Implement IAIAttachmentSource to resolve an opaque reference into bytes; the framework extracts the text and injects it as an untrusted context block. Granit.AI.Chat.BlobStorage ships a ready-made source over Granit.BlobStorage — register it with AddBlobStorageChatAttachments. To wire your own:

public sealed class InvoiceAttachmentSource(IInvoiceStore store) : IAIAttachmentSource
{
public async Task<AIAttachmentData?> GetAsync(
string reference, CancellationToken cancellationToken = default)
{
var invoice = await store.FindPdfAsync(reference, cancellationToken)
.ConfigureAwait(false);
return invoice is null
? null // absent or not accessible under the caller's ACLs
: new AIAttachmentData(invoice.Bytes, "application/pdf", invoice.FileName);
}
}
builder.Services.AddGranitChatAttachments<InvoiceAttachmentSource>(options =>
options.AllowedContentTypes.Add("application/pdf"));

GranitAIChatAttachmentOptions (config section AI:Chat:Attachments) defaults to 5 attachments, 10 MiB each, and a permissive set of text/Office/PDF MIME types.

When a user types @Dr Smith, the client sends an AIMention(Type, Id). Implement IAIMentionContextResolver to turn resolved mentions into a context block — and to enforce ACLs by returning null for references the caller may not see:

public sealed class DoctorMentionResolver(IDoctorReader doctors) : IAIMentionContextResolver
{
public async ValueTask<string?> ResolveContextAsync(
IReadOnlyList<AIMention> mentions, CancellationToken cancellationToken = default)
{
var doctor = mentions.FirstOrDefault(m => m.Type == "doctor");
if (doctor is null) return null;
var profile = await doctors.GetAsync(Guid.Parse(doctor.Id), cancellationToken)
.ConfigureAwait(false);
return profile is null ? null : $"Mentioned doctor: {profile.FullName}, {profile.Specialty}.";
}
}

A provider returns declarative call-to-actions — deep links the UI renders as chips. They are never auto-invoked; the user decides.

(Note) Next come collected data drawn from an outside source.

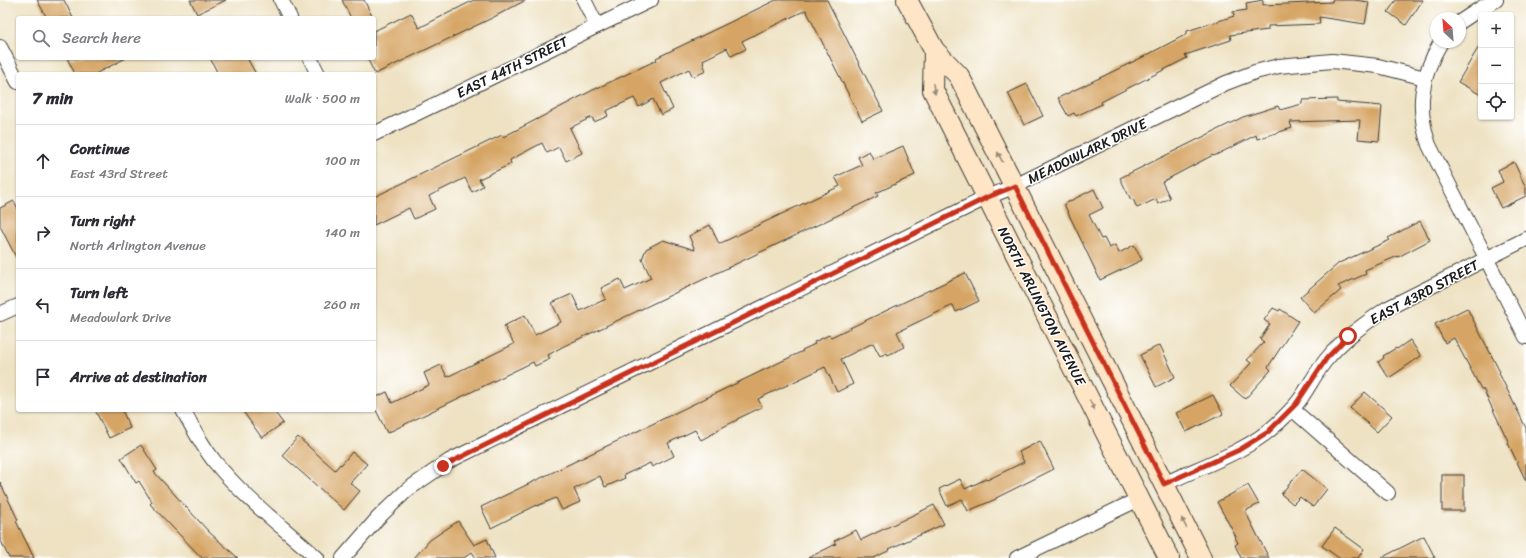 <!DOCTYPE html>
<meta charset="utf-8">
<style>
body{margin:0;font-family:Sriracha,sans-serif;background:#f2f2f3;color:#2b2b33}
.controls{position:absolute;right:12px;top:12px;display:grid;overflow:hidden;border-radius:4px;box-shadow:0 1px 3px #0004}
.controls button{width:36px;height:36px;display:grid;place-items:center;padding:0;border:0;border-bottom:1px solid #e1e1e2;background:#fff;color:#2b2b33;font:20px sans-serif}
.compass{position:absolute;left:1430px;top:12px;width:36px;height:36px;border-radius:50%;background:#fff;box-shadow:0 1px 3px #0004;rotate:334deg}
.stop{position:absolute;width:12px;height:12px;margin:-9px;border:3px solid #c8321e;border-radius:50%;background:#fff}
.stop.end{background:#c8321e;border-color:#fff;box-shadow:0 1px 4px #0008}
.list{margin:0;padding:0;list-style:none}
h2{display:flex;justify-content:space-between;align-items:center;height:52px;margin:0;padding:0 16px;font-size:17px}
h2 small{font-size:13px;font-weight:400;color:#7c7c81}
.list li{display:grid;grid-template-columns:26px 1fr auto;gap:12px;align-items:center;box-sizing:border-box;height:72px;padding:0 16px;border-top:1px solid #e1e1e2}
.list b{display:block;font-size:15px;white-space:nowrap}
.list p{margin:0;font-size:13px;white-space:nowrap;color:#7c7c81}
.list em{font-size:13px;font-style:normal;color:#7c7c81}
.icon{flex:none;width:22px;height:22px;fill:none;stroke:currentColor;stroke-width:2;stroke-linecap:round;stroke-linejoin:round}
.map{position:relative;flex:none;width:1526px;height:558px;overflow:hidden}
.search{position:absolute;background:#fff;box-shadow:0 1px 3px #0004;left:16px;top:16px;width:360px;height:44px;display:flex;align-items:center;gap:10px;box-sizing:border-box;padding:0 14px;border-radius:4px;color:#7c7c81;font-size:15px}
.panel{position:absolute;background:#fff;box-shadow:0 1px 3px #0004;left:16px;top:72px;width:360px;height:340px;border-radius:4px}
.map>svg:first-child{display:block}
</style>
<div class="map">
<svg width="1526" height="558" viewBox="0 0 1526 558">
<rect width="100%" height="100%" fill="#fff"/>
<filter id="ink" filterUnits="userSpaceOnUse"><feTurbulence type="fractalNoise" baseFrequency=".025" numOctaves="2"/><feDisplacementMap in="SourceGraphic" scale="8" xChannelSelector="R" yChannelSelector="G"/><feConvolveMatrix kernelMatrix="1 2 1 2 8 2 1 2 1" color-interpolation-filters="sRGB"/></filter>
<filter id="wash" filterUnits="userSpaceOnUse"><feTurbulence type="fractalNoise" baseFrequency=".012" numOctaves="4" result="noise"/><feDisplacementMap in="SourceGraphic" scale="16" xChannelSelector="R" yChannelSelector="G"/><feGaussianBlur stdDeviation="0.9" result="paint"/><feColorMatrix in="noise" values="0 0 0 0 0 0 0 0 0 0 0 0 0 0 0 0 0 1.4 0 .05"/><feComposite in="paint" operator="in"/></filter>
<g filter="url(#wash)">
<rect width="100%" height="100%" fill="#eee2c3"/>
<g id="blocks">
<!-- building -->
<g fill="#d6a565">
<polygon points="37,0 64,0 73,18 47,18"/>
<polygon points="190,0 226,0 197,14"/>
<polygon points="342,0 364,0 373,18 351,18"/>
<polygon points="474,0 526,0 492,18 375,74 367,58 374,58 374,31 411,13 419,28"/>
<polygon points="776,0 827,0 883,111 862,121 806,10 742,41 746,49 731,56 727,48 703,60 704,62 703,63 706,71 693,77 689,69 661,83 673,109 661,115 653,99 639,107 634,98 606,111 608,116 594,122 592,117 570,128 582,153 566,161 559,147 547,153 542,143 510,160 511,164 479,179 483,186 472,192 465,178 429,196 435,209 414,219 409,208 374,225 374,197 502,135 503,137 593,90 657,60 656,58"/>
<polygon points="1263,0 1263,5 1332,2 1332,0 1354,0 1369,2 1365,24 1319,17 1320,24 1268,26 1268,30 1230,35 1231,40 1185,55 1187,58 1101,102 1102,104 1076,116 1074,113 1068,116 1058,98 1145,56 1187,34 1187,31 1234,16 1233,12 1247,10 1246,3"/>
<polygon points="1396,0 1423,0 1406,25 1388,12"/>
<polygon points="1481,43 1481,95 1458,82"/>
<polygon points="67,58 126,58 95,74 75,74"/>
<polygon points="210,58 247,58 256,74 218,74"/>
<polygon points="1027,84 1043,116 1024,125 1008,93"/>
<polygon points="1337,99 1337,102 1382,106 1379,141 1358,139 1360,120 1290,122 1292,128 1257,139 1256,135 1214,156 1213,155 1162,182 1170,198 1158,204 1156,199 1137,208 1133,199 1131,200 1120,178 1243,117 1278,106 1280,110 1302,104 1302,100"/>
<polygon points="903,146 915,175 876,193 878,196 562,347 548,355 550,359 535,366 533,362 387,433 374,406 374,398 387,392 392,403 429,385 424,373 441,365 447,377 514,344 504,326 525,315 535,335 561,322 552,303 572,294 580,311 606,299 601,288 620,279 625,290 651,278 642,259 646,249 663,240 695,250 689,236 710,225 719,244 840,186 835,177 862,165 858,157 869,151 873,159"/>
<polygon points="1514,162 1526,188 1526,196 1501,208 1491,188 1503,182 1498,170"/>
<polygon points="1094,189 1103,208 1089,215 1101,239 1104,238 1109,248 1115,245 1119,253 1134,245 1142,260 1100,280 1064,204"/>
<polygon points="14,201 18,209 18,261 0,226 0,208"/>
<polygon points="1420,221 1430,240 1398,257 1398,256 1365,270 1366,274 1338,286 1341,290 1314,313 1300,297 1339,263 1390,240 1388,238"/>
<polygon points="965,273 979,301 956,312 953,305 897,332 904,347 888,355 887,353 880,356 873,343 841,359 853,384 837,392 825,367 758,399 762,407 737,419 737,420 717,430 718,431 701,440 695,430 668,443 674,456 652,467 650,463 624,475 625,478 605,487 600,476 574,489 580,502 562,510 556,498 537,506 537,505 491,528 481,507 803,351 802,350 815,344 814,342 829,335 831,337"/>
<polygon points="1273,308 1279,311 1280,309 1298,321 1268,367 1271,370 1245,399 1230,386 1251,363 1247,360 1264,342 1260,339 1270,324 1264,320"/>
<polygon points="1467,308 1500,372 1499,373 1526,428 1526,481 1508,443 1509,443 1483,389 1481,389 1454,338 1445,343 1435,324"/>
<polygon points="1410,340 1421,356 1389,378 1378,362 1384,358 1383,356 1396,348 1397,349"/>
<polygon points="1160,345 1175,377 1156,387 1140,355"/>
<polygon points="1365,392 1392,416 1377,432 1350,408"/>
<polygon points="1213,395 1223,414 1186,432 1176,413"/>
<polygon points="95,410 122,410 130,428 109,438"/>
<polygon points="242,410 273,410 283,423 262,438"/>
<polygon points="298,437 335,470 340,464 341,465 352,452 367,464 350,483 360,491 344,510 282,455"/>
<polygon points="1040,441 1054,469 996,498 996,499 968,511 962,499 947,506 939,489 960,479 965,489 986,479 987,480 1024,462 1019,452"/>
<polygon points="141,445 157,470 154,472 209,532 238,558 202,558 150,504 152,502 139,481 136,483 121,458"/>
<polygon points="1302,469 1327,489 1313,507 1300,497 1293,504 1281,494"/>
<rect x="1442" y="475" width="22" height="36"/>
<polygon points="0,482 18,520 16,521 34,558 9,558 0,539"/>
<polygon points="1248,485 1259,504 1245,511 1269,558 1241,558 1235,545 1238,543 1235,537 1236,537 1217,502"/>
<polygon points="934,505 944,524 889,549 890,550 874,558 808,558 836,544 834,541 856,530 861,540"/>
<polygon points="458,521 474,545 487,539 495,558 476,558 472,552 464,558 414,558 430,540"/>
<polygon points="1335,528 1364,549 1358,558 1339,558 1322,546"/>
<polygon points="1424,536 1435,558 1381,558"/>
</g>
</g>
</g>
<g filter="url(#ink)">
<use href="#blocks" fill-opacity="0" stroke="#3c3a35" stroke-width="1"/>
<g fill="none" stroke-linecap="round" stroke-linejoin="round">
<!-- minor casing -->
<g stroke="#3c3a35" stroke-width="16">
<g id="minor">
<polyline points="281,0 290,18"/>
<polyline points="584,0 597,26"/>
<polyline points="1460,22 1481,8 1496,0"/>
<path d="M 1441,42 C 1421,76 1416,107 1429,145 L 1526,337"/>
<polyline points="0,47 18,82"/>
<polyline points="310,58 318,74"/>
<polyline points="374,134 651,0"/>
<polyline points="0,314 18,306"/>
<polyline points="1292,409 1388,493"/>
<path d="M 183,410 C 193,428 202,446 215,462 C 244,498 283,527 317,558"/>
<path d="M 1164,484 C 1202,466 1247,452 1278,423 C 1286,415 1295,407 1301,398 C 1310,385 1316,372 1326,360 C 1343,339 1364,324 1386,309 L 1526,239"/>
<polyline points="343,558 378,518 407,490 449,461 988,197 1015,186 1226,83 1255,72 1279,66 1332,61 1378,66 1425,78"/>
<polyline points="1017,558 1139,499"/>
</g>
</g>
<!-- secondary casing -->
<g stroke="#3c3a35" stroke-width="22">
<g id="secondary">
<polyline points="907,0 934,50 959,76 1201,558"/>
<polyline points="934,50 933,90 1169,558"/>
</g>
</g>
<!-- minor -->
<use href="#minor" stroke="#fff" stroke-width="14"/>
<!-- secondary -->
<use href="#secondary" stroke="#fee5c5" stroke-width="20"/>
</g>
<!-- one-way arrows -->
<defs><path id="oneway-solid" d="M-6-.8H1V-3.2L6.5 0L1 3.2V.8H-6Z"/></defs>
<g fill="#988b79">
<use href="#oneway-solid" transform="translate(934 89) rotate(78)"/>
<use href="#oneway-solid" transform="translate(1000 157) rotate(-117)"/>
<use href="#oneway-solid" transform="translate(1092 405) rotate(63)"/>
<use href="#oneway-solid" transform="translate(1184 523) rotate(-117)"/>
</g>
</g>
<g fill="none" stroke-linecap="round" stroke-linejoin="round" filter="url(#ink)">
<!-- route -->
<polyline stroke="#c8321e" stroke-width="5" points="443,466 988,197 1015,186 1164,484 1239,450 1268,432 1296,404 1326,359 1348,336"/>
</g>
<g text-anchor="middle" stroke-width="3" stroke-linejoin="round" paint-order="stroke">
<!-- street labels -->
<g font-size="14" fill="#1c1c1c" stroke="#fff">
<text transform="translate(512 67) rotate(-26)" y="5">EAST 44TH STREET</text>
<text transform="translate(1087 151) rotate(-26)" y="5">MEADOWLARK DRIVE</text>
<text transform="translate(1424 292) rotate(-28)" y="5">EAST 43RD STREET</text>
<text transform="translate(1042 306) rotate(63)" y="5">NORTH ARLINGTON AVENUE</text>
</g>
</g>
</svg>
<div class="controls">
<button>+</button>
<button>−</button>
<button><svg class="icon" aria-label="locate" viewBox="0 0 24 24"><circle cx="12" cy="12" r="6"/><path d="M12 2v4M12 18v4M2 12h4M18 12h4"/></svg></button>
</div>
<svg class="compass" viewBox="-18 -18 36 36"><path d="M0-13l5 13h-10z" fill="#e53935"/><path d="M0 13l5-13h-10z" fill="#7c7c81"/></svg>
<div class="stop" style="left:1348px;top:336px"></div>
<div class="stop end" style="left:443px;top:466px"></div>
<div class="search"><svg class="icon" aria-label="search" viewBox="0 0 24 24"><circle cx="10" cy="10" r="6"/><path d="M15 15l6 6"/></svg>Search here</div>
<section class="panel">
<h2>7 min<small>Walk · 500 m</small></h2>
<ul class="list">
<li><svg class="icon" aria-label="ahead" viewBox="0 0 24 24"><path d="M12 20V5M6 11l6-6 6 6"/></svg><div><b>Continue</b><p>East 43rd Street</p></div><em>100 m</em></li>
<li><svg class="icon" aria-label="right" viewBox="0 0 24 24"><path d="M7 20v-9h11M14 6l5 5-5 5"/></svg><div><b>Turn right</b><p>North Arlington Avenue</p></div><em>140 m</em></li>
<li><svg class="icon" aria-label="left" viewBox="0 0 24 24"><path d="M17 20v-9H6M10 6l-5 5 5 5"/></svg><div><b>Turn left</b><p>Meadowlark Drive</p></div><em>260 m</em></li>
<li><svg class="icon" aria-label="arrive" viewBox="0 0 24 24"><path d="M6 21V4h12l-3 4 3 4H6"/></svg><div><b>Arrive at destination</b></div></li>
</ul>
</section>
</div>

public sealed class ConnectCalendarSuggestion : IAISuggestionProvider
{
public ValueTask<IReadOnlyList<AISuggestedAction>> GetSuggestionsAsync(
AISuggestionContext context, CancellationToken cancellationToken = default)
{
IReadOnlyList<AISuggestedAction> actions = context.Message.Contains("appointment")
? [new AISuggestedAction("calendar.connect", "Connect your calendar", "/settings/calendar")]
: [];
return ValueTask.FromResult(actions);
}
}
builder.Services.AddGranitChatSuggestions(b => b.Add<ConnectCalendarSuggestion>());

The engine registers a built-in request_clarification tool. When the model is ambiguous, it calls the tool, which halts the loop and surfaces an AIClarificationRequest (a Question, discrete Options, and an AllowOther flag) instead of a final answer. The client renders the choices; the user’s pick becomes the next turn, and the loop resumes normally. No code on your side — it ships in the core.

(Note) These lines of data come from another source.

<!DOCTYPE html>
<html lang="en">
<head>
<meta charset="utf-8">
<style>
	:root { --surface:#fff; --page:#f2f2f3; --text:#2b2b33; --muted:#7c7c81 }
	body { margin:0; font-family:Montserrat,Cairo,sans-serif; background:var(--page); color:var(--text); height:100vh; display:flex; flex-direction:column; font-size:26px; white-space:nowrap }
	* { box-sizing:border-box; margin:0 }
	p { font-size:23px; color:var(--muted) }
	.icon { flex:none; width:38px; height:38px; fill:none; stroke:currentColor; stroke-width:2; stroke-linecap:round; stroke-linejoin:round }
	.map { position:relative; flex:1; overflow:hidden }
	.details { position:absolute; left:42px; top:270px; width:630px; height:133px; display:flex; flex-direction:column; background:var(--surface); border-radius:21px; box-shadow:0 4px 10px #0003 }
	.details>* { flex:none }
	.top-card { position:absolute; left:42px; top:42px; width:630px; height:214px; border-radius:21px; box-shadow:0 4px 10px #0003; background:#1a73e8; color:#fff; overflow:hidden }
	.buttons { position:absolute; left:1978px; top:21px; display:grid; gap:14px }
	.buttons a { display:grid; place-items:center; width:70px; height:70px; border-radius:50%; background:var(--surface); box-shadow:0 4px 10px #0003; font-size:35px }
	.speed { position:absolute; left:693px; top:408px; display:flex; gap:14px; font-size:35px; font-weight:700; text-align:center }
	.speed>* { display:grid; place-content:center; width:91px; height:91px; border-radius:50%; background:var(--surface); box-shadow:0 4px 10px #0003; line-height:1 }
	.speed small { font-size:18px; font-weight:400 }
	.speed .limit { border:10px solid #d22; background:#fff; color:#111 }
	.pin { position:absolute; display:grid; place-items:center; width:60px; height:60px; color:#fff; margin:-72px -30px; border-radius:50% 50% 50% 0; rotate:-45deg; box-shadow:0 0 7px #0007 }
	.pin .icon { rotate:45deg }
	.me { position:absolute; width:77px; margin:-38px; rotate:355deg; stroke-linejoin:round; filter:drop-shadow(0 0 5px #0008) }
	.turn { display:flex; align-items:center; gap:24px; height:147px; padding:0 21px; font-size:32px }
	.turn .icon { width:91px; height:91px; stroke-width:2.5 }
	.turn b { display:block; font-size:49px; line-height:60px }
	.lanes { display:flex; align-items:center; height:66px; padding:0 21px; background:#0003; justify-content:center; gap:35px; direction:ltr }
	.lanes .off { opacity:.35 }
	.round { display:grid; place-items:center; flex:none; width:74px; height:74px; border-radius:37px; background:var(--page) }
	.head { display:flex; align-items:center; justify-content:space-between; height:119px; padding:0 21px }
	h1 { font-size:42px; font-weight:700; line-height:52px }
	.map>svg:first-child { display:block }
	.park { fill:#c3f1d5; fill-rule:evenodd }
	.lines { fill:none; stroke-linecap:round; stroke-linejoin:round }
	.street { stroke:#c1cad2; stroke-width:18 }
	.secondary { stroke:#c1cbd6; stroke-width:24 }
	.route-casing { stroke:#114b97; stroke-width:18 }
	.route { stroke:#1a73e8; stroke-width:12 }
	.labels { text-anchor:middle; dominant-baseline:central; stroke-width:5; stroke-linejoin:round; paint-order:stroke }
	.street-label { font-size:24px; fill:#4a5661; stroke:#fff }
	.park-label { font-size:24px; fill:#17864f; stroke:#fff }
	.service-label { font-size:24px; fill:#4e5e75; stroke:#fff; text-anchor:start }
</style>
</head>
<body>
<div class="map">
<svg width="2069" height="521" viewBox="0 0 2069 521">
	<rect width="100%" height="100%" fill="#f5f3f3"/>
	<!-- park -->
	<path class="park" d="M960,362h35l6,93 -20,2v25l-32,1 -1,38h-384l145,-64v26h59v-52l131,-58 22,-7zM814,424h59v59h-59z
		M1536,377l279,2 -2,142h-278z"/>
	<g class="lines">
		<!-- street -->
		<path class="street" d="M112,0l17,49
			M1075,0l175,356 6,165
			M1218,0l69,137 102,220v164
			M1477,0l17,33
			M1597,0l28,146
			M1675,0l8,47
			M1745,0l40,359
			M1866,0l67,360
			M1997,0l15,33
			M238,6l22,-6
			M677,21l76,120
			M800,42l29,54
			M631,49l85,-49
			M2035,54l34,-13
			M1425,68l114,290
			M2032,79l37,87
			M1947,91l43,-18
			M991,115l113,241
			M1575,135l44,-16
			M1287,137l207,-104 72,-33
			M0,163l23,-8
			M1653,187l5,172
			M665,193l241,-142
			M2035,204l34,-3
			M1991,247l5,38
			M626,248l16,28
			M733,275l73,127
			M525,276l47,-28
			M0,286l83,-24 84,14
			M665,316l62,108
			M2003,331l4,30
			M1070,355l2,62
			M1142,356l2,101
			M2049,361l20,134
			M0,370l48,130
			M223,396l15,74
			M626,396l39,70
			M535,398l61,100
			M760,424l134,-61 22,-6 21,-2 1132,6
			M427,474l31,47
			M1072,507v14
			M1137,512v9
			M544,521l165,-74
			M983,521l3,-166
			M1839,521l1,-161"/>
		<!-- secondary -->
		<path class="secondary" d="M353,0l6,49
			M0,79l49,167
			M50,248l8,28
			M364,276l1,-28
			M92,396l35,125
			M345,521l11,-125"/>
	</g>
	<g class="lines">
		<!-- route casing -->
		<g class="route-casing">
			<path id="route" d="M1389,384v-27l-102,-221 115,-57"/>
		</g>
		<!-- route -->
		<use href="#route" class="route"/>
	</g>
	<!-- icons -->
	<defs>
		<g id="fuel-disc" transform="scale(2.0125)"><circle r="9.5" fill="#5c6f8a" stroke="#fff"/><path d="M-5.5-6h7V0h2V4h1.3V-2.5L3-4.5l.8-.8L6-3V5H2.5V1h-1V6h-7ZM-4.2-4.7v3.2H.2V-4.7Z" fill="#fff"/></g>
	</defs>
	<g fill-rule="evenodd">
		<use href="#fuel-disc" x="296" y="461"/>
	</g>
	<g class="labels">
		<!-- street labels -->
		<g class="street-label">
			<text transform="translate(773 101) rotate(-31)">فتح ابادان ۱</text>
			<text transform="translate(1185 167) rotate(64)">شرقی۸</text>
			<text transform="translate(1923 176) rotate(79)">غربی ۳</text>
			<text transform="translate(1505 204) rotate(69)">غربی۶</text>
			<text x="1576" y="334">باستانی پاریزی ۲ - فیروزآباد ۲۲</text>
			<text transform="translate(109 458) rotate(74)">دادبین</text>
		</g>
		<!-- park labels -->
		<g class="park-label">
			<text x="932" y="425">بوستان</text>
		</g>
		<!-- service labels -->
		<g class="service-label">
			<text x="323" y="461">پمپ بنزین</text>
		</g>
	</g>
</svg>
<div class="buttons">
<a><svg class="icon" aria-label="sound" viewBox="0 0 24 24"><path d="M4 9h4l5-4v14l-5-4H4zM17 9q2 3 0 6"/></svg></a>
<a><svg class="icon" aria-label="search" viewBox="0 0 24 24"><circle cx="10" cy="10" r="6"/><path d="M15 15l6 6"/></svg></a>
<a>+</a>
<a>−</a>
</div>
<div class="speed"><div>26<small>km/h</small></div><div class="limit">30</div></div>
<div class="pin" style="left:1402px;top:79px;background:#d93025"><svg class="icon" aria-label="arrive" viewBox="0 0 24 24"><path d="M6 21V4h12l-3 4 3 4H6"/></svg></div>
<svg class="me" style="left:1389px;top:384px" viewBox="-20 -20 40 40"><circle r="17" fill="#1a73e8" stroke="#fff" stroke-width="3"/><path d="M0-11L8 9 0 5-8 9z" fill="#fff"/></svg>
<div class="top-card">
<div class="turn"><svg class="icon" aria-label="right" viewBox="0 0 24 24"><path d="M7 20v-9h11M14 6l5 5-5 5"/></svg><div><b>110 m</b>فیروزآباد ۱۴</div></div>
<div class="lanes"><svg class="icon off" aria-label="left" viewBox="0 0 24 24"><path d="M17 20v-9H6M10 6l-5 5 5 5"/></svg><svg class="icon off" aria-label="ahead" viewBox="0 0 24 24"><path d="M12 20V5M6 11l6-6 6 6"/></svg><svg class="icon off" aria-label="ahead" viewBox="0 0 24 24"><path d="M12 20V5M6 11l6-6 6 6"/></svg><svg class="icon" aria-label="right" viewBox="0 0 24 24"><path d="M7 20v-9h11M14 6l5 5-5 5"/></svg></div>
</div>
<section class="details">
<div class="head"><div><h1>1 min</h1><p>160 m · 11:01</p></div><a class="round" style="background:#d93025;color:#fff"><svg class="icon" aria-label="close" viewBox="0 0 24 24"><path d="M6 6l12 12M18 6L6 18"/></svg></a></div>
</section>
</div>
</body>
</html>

Three user-scoped settings (prefix Granit.AI.Chat., auto-discovered by the settings module) shape every turn:

SettingValuesEffect
DefaultWorkspacea workspace name, or AutoWhich workspace a new conversation uses
WebSearchPolicyDeny · Allow · AlwaysAskWhether the agent may search the web (default Deny)
CustomContextfree text, ≤ 4000 charsPersistent user context injected each turn

IChatWorkspaceCatalog.GetSelectableWorkspacesAsync returns Auto first, then every chat-capable workspace — the same list the /workspaces endpoint serves.

Granit.AI.Chat.Privacy plugs into the framework’s GDPR pipeline via AddGranitAIChatPrivacyProvider(). It exports a user’s conversations, messages, and report reasons as an ai-chat-conversations.json fragment (Articles 15/20) and hard-deletes all of them on an erasure request (Article 17) — soft delete is forbidden here, since a recoverable transcript is not erased. Attachment content is never exported; it is transient and owned by blob storage.

Granit.AI.Chat.BackgroundJobs adds a distributed retention job. It is opt-in: set AI:Chat:Retention:RetentionDays (default 0 disables cleanup) and conversations idle past the window are purged in batches of CleanupBatchSize (default 500).

The core emits OpenTelemetry under the Granit.AI.Chat activity source and meter:

MetricMeaning
granit.ai.chat.conversation.createdNew conversations
granit.ai.chat.turn.completedCompleted turns
granit.ai.chat.tokens.input / .outputToken usage per turn

All are tagged tenant_id (coalesced to global) and workspace_key.